(Stored items)
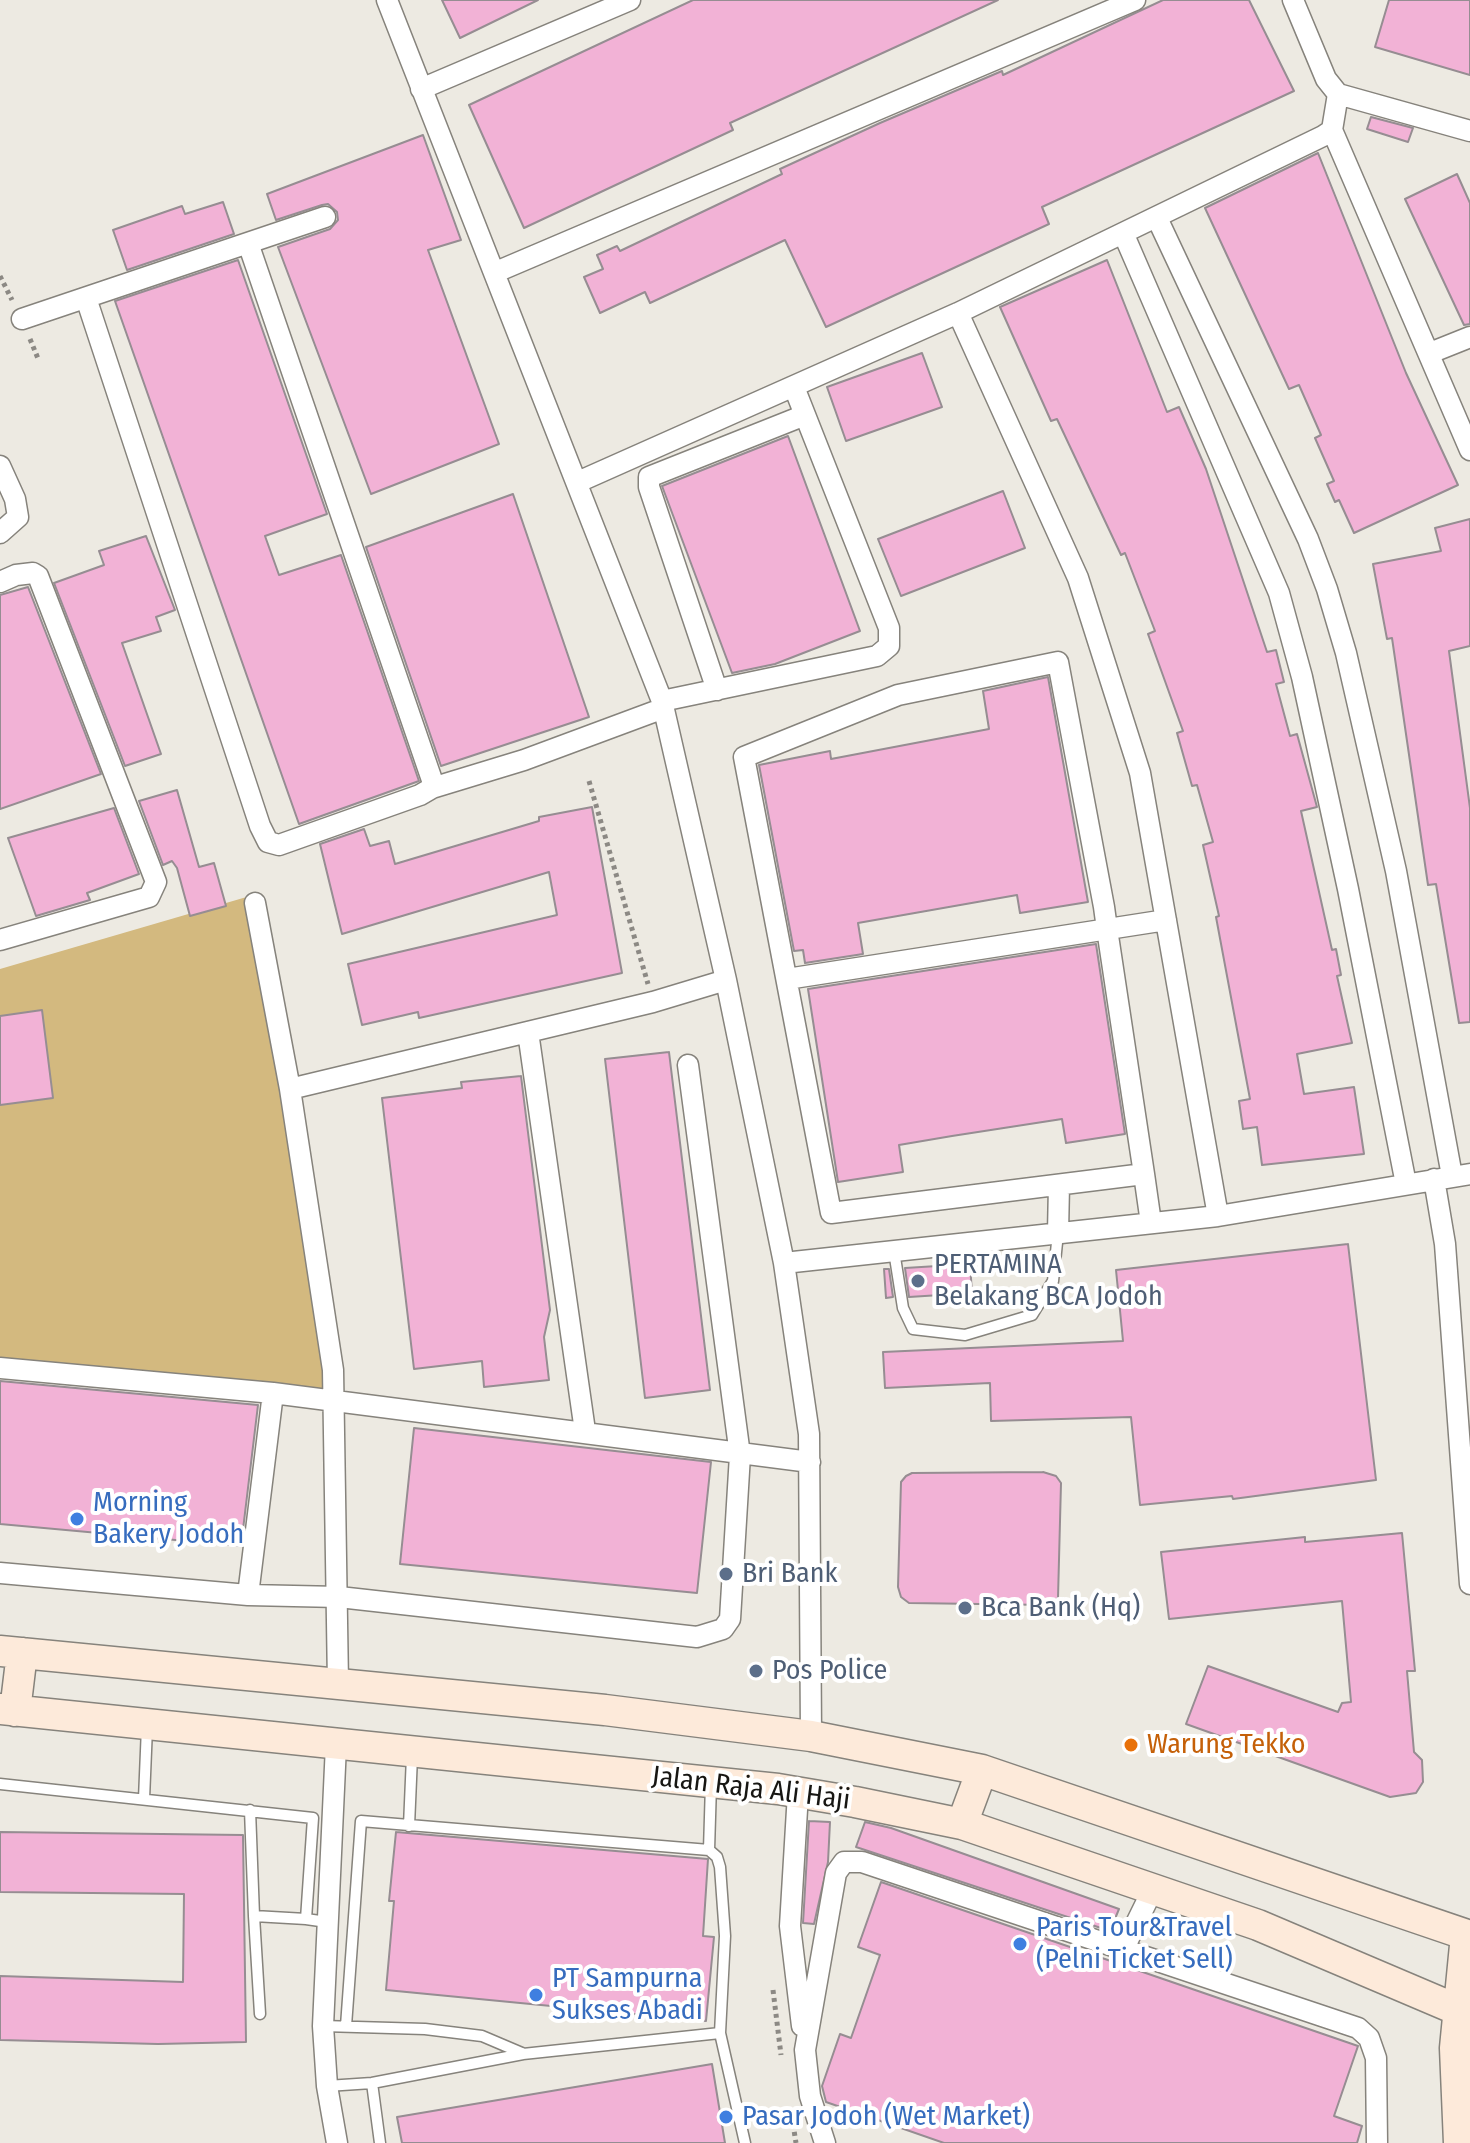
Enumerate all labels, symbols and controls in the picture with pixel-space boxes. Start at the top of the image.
place label: PERTAMINA Belakang BCA Jodoh [934,1248,1163,1314]
marker: PERTAMINA Belakang BCA Jodoh [909,1272,927,1290]
place label: Morning Bakery Jodoh [93,1486,244,1552]
marker: Morning Bakery Jodoh [68,1510,86,1528]
place label: Bri Bank [742,1557,838,1591]
marker: Bri Bank [717,1565,735,1583]
place label: Bca Bank (Hq) [981,1591,1140,1625]
marker: Bca Bank (Hq) [956,1599,974,1617]
place label: Pos Police [772,1654,887,1688]
marker: Pos Police [747,1662,765,1680]
place label: Warung Tekko [1147,1728,1306,1762]
marker: Warung Tekko [1122,1736,1140,1754]
street label: Jalan Raja Ali Haji [650,1760,852,1818]
place label: Paris Tour&Travel (Pelni Ticket Sell) [1036,1911,1233,1977]
marker: Paris Tour&Travel (Pelni Ticket Sell) [1011,1935,1029,1953]
place label: PT Sampurna Sukses Abadi [552,1962,703,2028]
marker: PT Sampurna Sukses Abadi [527,1986,545,2004]
place label: Pasar Jodoh (Wet Market) [742,2100,1030,2134]
marker: Pasar Jodoh (Wet Market) [717,2108,735,2126]

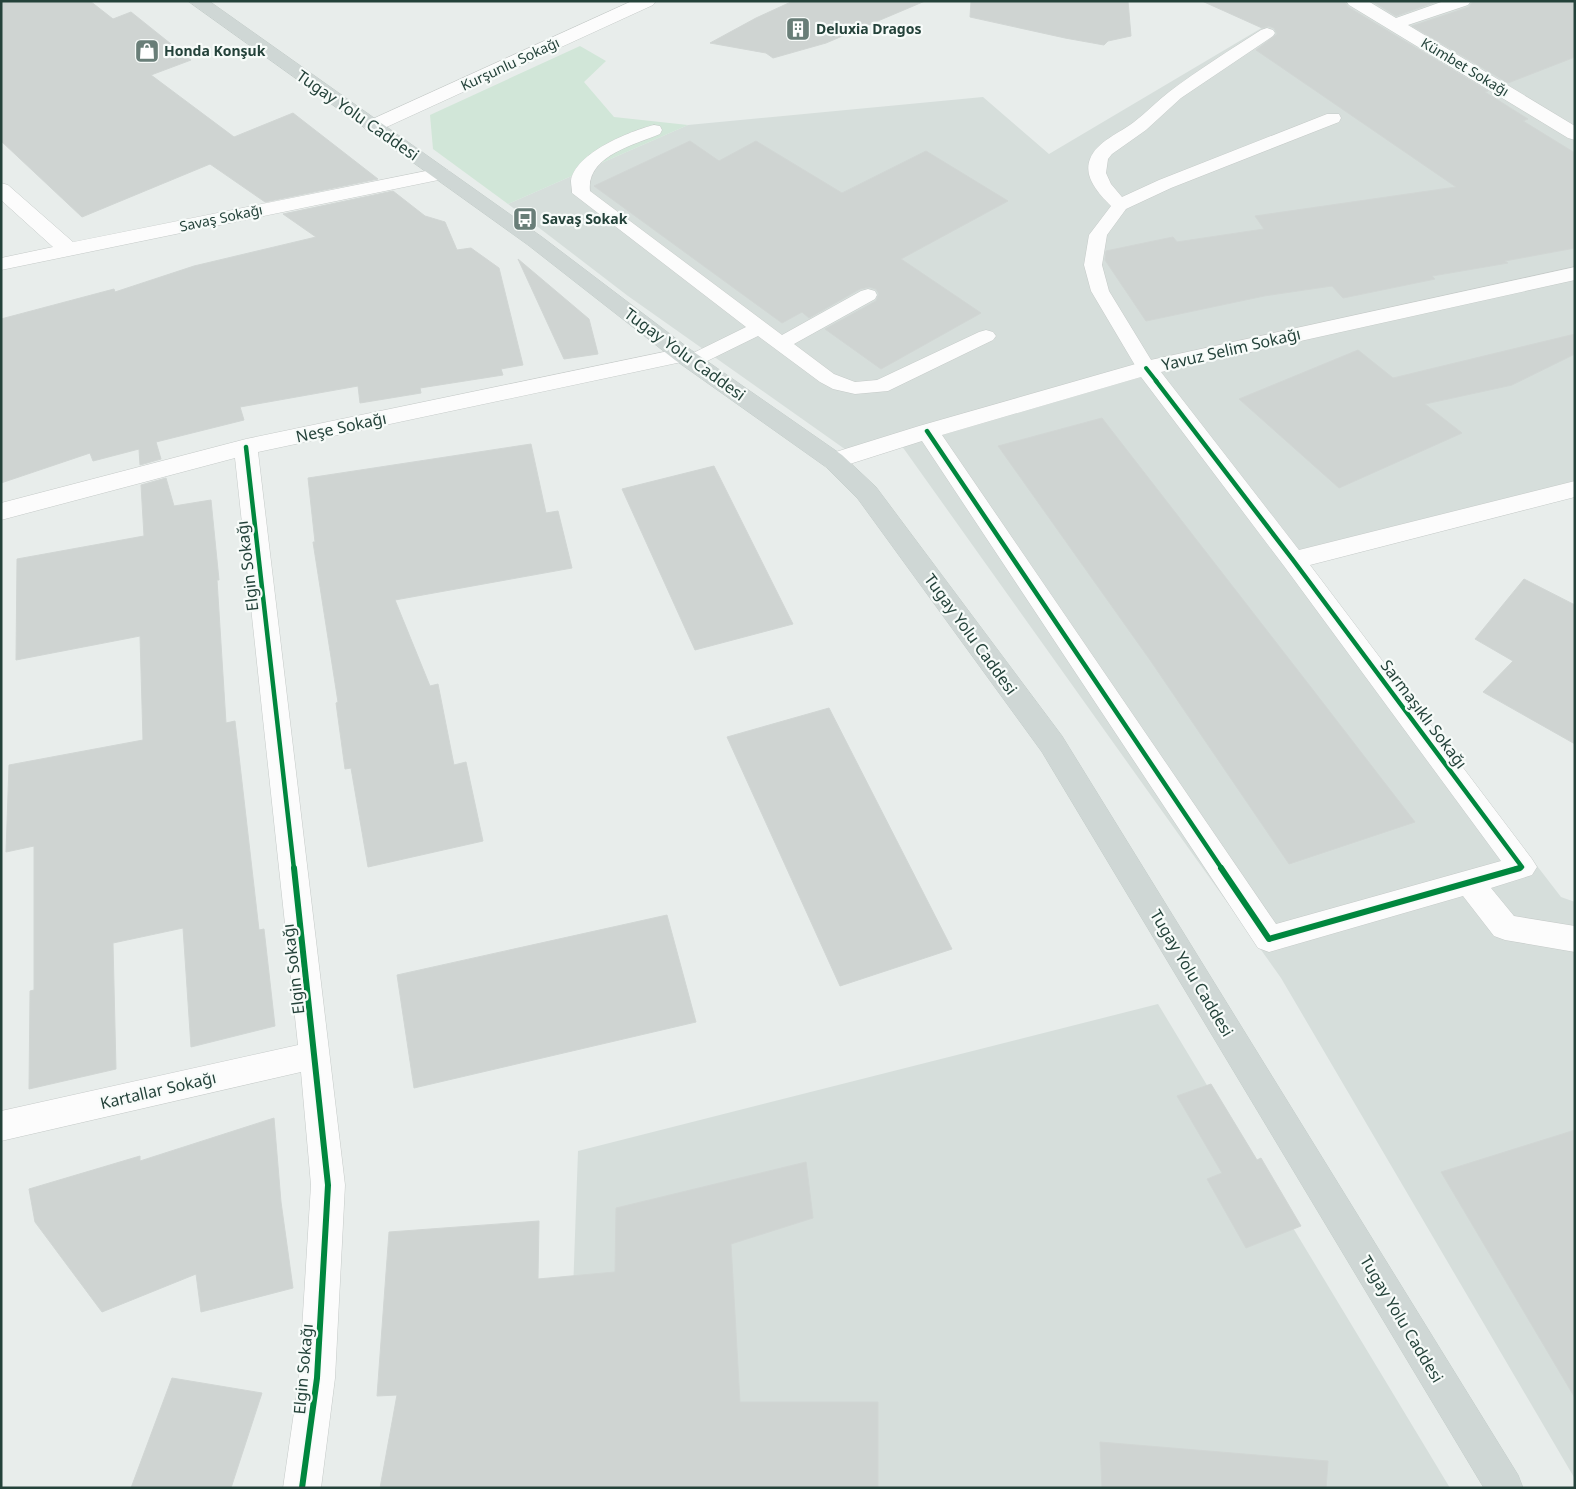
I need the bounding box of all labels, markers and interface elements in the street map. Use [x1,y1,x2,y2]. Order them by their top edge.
building icon: Deluxia Dragos [785,16,811,42]
place label: Deluxia Dragos [816,19,921,38]
street label: Kurşunlu Sokağı [457,32,562,95]
street label: Kümbet Sokağı [1418,33,1513,100]
shop icon: Honda Konşuk [134,38,160,64]
place label: Honda Konşuk [164,41,266,60]
street label: Tugay Yolu Caddesi [292,64,424,166]
street label: Savaş Sokağı [178,199,264,236]
bus stop icon: Savaş Sokak [512,206,538,232]
place label: Savaş Sokak [542,209,628,228]
street label: Tugay Yolu Caddesi [620,303,750,405]
street label: Yavuz Selim Sokağı [1159,322,1303,376]
street label: Neşe Sokağı [294,407,388,447]
street label: Elgin Sokağı [231,519,263,613]
street label: Tugay Yolu Caddesi [920,569,1022,699]
street label: Sarmaşıklı Sokağı [1376,655,1472,773]
street label: Tugay Yolu Caddesi [1145,905,1239,1041]
street label: Elgin Sokağı [277,922,309,1016]
street label: Kartallar Sokağı [98,1066,218,1114]
street label: Tugay Yolu Caddesi [1355,1251,1449,1387]
street label: Elgin Sokağı [288,1323,318,1415]

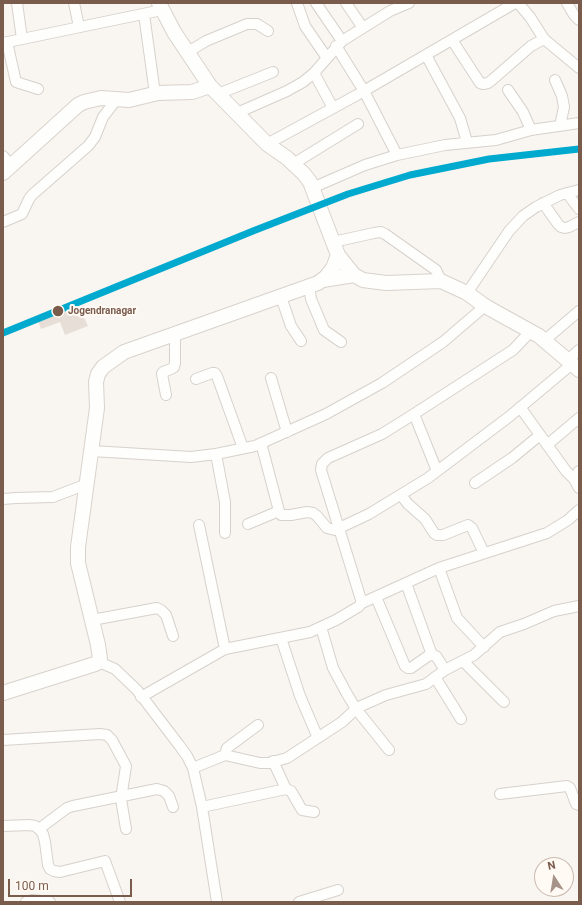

■ **WORK TASK**:
What the answer needs is every record above, exactly as written, and no pictures.

■ **OUTPUT OF THE TASK**:
Enumerate all labels, symbols and controls in the picture with pixel-space boxes. Start at the top of the image.
place label: PERTAMINA Belakang BCA Jodoh [934,1248,1163,1314]
marker: PERTAMINA Belakang BCA Jodoh [909,1272,927,1290]
place label: Morning Bakery Jodoh [93,1486,244,1552]
marker: Morning Bakery Jodoh [68,1510,86,1528]
place label: Bri Bank [742,1557,838,1591]
marker: Bri Bank [717,1565,735,1583]
place label: Bca Bank (Hq) [981,1591,1140,1625]
marker: Bca Bank (Hq) [956,1599,974,1617]
place label: Pos Police [772,1654,887,1688]
marker: Pos Police [747,1662,765,1680]
place label: Warung Tekko [1147,1728,1306,1762]
marker: Warung Tekko [1122,1736,1140,1754]
street label: Jalan Raja Ali Haji [650,1760,852,1818]
place label: Paris Tour&Travel (Pelni Ticket Sell) [1036,1911,1233,1977]
marker: Paris Tour&Travel (Pelni Ticket Sell) [1011,1935,1029,1953]
place label: PT Sampurna Sukses Abadi [552,1962,703,2028]
marker: PT Sampurna Sukses Abadi [527,1986,545,2004]
place label: Pasar Jodoh (Wet Market) [742,2100,1030,2134]
marker: Pasar Jodoh (Wet Market) [717,2108,735,2126]

I need the bounding box of all labels, markers and interface elements in the street map. Use [x1,y1,x2,y2]. Order them by their top edge.
building icon: Deluxia Dragos [785,16,811,42]
place label: Deluxia Dragos [816,19,921,38]
street label: Kurşunlu Sokağı [457,32,562,95]
street label: Kümbet Sokağı [1418,33,1513,100]
shop icon: Honda Konşuk [134,38,160,64]
place label: Honda Konşuk [164,41,266,60]
street label: Tugay Yolu Caddesi [292,64,424,166]
street label: Savaş Sokağı [178,199,264,236]
bus stop icon: Savaş Sokak [512,206,538,232]
place label: Savaş Sokak [542,209,628,228]
street label: Tugay Yolu Caddesi [620,303,750,405]
street label: Yavuz Selim Sokağı [1159,322,1303,376]
street label: Neşe Sokağı [294,407,388,447]
street label: Elgin Sokağı [231,519,263,613]
street label: Tugay Yolu Caddesi [920,569,1022,699]
street label: Sarmaşıklı Sokağı [1376,655,1472,773]
street label: Tugay Yolu Caddesi [1145,905,1239,1041]
street label: Elgin Sokağı [277,922,309,1016]
street label: Kartallar Sokağı [98,1066,218,1114]
street label: Tugay Yolu Caddesi [1355,1251,1449,1387]
street label: Elgin Sokağı [288,1323,318,1415]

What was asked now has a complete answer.